L’Écho, 17 septembre 2016, par Sophie Creuz

Éloge de la vérité et autres folies

« Je ne comprendrai jamais pourquoi, lors des cérémonies de funérailles, on essaie de nous faire croire qu’il y a une vie après la mort et que le défunt n’avait, de son vivant, que des qualités. » Perturbé par celles, insoupçonnables de sa grand-mère, vantées par une dame patronnesse qui ne l’a jamais fréquentée, le narrateur se souvient d’une teigne radine, infidèle, pleine de préjugés et peu concernée par les siens. Si cela ne tenait qu’à lui, l’oraison funèbre n’aurait pas manqué de dire le soulagement pour tous de n’avoir plus à la visiter dans son home malodorant pour vieillards dépendants.

Maux de l’intelligence

Atteint du syndrome d’Asperger, qui lui vaut un quotient intellectuel de 150 et des manières de rustres, il contemple un monde décidément indéchiffrable, avec ses hypocrisies sociales, ses contradictions flagrantes et ses accommodements déraisonnables. Pourquoi faire compliqué quand on pourrait faire simple? Aimer sans condition, s’intéresser à lui, mettre en pratique ce que l’on prône et appeler un chat un chat? Au lieu de cela, les gens se dispersent, passent le plus clair de leur temps à alimenter des conversations inutiles, faussement courtoises et truffées d’informations inutiles.
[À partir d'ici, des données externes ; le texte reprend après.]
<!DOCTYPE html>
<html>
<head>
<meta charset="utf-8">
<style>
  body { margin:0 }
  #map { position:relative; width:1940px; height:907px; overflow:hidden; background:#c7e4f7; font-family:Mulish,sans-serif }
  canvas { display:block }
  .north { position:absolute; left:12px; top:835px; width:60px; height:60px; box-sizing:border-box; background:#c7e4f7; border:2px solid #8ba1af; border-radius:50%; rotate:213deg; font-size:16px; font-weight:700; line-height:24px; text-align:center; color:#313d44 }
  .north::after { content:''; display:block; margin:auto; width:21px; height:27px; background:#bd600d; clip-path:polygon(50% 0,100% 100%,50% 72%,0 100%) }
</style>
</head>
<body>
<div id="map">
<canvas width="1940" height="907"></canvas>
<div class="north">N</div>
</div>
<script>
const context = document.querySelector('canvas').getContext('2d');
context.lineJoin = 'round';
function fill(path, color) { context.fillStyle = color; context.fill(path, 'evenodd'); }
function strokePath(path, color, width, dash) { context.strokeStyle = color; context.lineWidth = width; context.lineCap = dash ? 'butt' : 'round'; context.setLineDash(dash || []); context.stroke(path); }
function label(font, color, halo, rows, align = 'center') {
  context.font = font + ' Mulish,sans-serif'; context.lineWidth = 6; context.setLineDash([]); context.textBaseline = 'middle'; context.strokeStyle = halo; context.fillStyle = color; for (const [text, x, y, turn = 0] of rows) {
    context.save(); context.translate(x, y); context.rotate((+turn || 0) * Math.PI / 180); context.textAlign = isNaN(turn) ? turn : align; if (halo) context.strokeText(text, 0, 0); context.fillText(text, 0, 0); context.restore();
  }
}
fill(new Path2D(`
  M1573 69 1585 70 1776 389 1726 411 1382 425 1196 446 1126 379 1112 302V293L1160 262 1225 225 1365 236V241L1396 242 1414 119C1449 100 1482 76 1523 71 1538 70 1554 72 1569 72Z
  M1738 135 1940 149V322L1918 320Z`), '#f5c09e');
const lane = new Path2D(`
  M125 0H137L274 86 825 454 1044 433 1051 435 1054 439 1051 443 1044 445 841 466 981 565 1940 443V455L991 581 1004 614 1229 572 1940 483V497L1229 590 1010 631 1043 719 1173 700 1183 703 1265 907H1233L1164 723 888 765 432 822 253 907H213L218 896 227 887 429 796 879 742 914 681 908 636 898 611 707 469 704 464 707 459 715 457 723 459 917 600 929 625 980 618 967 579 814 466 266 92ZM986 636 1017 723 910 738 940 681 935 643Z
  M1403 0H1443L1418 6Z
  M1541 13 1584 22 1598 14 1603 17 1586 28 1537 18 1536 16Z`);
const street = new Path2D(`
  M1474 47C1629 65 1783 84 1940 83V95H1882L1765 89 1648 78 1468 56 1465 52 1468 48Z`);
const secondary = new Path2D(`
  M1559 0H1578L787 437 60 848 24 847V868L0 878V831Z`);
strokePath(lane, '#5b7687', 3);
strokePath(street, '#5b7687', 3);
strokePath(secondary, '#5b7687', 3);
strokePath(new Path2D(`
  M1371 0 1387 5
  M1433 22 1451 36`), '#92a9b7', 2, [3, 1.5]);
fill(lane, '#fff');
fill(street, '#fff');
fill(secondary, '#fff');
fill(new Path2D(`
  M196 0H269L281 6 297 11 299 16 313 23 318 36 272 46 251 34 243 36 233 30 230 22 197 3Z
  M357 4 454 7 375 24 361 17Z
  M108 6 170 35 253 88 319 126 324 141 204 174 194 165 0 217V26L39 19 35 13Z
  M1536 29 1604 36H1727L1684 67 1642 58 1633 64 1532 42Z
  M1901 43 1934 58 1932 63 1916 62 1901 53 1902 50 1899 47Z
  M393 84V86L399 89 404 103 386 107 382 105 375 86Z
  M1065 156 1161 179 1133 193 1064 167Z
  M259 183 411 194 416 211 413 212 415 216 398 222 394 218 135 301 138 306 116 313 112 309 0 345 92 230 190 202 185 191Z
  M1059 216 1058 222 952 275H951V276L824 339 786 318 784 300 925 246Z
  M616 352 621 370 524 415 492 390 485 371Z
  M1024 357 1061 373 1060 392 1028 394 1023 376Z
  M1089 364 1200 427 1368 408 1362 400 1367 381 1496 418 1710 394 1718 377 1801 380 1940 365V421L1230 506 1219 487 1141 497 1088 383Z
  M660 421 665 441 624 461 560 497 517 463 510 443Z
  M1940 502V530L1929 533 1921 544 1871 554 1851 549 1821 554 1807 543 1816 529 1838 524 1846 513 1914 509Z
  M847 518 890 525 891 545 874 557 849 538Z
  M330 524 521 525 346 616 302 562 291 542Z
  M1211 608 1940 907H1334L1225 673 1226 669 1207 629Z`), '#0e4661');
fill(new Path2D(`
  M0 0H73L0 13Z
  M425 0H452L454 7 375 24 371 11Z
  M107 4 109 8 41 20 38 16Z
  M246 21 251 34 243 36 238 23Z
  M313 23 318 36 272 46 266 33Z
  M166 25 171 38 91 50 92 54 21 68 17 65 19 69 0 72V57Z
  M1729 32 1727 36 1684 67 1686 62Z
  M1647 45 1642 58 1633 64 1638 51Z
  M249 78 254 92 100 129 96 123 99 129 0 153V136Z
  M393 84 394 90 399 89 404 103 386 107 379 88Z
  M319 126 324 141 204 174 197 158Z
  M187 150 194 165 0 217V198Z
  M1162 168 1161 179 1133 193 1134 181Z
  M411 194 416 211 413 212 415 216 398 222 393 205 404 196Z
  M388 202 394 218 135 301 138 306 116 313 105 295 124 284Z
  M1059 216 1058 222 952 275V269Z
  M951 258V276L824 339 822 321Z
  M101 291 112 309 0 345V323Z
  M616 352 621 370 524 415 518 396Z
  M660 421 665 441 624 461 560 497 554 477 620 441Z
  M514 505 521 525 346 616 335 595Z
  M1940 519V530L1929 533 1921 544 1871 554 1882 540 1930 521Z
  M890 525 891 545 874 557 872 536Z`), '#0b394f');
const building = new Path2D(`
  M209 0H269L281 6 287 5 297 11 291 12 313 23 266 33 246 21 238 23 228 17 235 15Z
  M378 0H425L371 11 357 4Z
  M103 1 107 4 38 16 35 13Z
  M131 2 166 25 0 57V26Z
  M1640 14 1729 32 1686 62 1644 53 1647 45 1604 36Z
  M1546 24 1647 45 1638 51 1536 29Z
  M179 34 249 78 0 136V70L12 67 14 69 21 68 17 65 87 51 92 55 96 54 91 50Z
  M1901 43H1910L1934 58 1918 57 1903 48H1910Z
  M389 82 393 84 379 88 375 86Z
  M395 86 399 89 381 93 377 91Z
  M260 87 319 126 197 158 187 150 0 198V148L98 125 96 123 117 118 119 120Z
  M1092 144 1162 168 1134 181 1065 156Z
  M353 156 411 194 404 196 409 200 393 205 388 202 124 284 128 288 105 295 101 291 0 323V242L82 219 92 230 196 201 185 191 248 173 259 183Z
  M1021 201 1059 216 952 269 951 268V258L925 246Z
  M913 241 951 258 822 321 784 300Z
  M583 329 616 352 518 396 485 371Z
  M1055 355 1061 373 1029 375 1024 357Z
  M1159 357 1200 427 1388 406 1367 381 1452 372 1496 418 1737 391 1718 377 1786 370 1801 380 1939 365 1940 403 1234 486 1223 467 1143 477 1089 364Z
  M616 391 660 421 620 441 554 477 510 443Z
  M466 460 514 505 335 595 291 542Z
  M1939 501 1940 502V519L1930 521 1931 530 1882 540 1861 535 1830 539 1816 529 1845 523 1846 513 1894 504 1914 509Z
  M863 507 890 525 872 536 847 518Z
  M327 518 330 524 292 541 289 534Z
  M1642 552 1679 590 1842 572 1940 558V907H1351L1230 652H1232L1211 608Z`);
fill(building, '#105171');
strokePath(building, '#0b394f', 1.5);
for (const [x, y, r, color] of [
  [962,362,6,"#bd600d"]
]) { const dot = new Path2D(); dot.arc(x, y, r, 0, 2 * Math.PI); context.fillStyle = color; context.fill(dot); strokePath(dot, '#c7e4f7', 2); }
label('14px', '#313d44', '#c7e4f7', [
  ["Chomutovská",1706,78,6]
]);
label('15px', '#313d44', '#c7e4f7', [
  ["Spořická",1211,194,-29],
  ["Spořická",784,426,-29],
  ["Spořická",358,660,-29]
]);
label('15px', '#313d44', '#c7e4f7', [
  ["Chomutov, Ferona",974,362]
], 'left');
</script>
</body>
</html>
Personne, sauf lui, n’accorde d’importance aux possibilités fantastiques du scrabble – où il pulvérise ses propres scores – ou aux fascinants crashs aériens. Moins prévisibles sont les sentiments, causes d’embarras et de malentendus. Lui, aime Sophie depuis l’adolescence, avec une assiduité taxée de harcèlement, alors que l’inconstance, la duplicité, l’utilisation éhontée d’autrui à son seul profit sont, eux, récompensés. Du moins s’il se fie à sa propre famille, où se marier en dépit du bon sens semble la règle. Comment font les gens pour vivre dans un tel enchevêtrement d’absurdités, de mensonges et de compromis douteux ? Son trop-plein d’émotion l’empêche de s’aventurer hors du cercle familial et passe pour de l’insensibilité alors qu’il déborde d’affection, de manière monomaniaque et platonique, pour une ancienne condisciple du lycée, à qui il n’a jamais adressé la parole et qu’il n’a jamais revue. Dans une fantasmagorie digne des chromos de boîtes de chocolat, il l’emmène au volant d’un cabriolet, avant de se lancer dans des parties de scrabble endiablées, en devisant des derniers accidents aéronautiques. Rien de moins étrange que de partager ses passions avec la personne qu’on aime et de s’intéresser à elle. Et c’est à lui qu’on reproche un manque d’empathie?

Éloge de nos folies ordinaires

Psychiatre, Emmanuel Venet rend hommage à ces intelligences hors normes, à leur lucidité, leur humour et leur rafraîchissante franchise. Des qualités dont nous avons oublié les vertus ; la vérité sortant nue du puits, passant pour de l’insolence ou de la cuistrerie. L’intellectualisation excessive du narrateur, sa promptitude à relever nos comportements, trop paradoxaux pour son tempérament constant, sont d’une irrésistible drôlerie. Cet homme de 45 ans, raisonneur, routinier, solitaire et craintif, tend un miroir à notre normalité. Sa logique contraint la nôtre à se regarder et à interroger nos fondements, jusqu’à l’existence de Dieu. Je vous laisse découvrir sa facétieuse théorie. Mais les femmes sont pour lui plus impénétrables encore, ainsi sa tante Lorraine écume les solderies, « de sorte que persuadée d’être un modèle d’élégance hors de prix, (elle) est toujours très mal fagotée pour trois francs six sous ». Et Solange, ulcérée par la corrida, n’en mange pas moins avec voracité son entrecôte. La même perplexité le saisit à constater qu’on défend des idées d’extrême droite en regrettant que les candidats de gauche ne le soient pas assez. Lui, s’efforce « de penser juste et à marcher droit ».

À faire l’éloge de nos folies ordinaires, la jubilation d’Emmanuel Venet est contagieuse. D’une plume d’une rare élégance, qui emprunte au personnage un goût de l’éloquence, du soliloque et de l’étonnement philosophique, il en profite pour s’autoriser une misogynie des plus cocasses. Dans sa précédente fiction, Rien, il exhumait déjà un pianiste de talent éteint par une désolante vie conjugale, et donnait libre cours à un intérieur de tête plus riche, aventureux, érotique que les platitudes  d’une domesticité normative. Le fantasme et le handicap venant déverrouiller avec malice un bonheur clé sur porte, étroit et castrateur.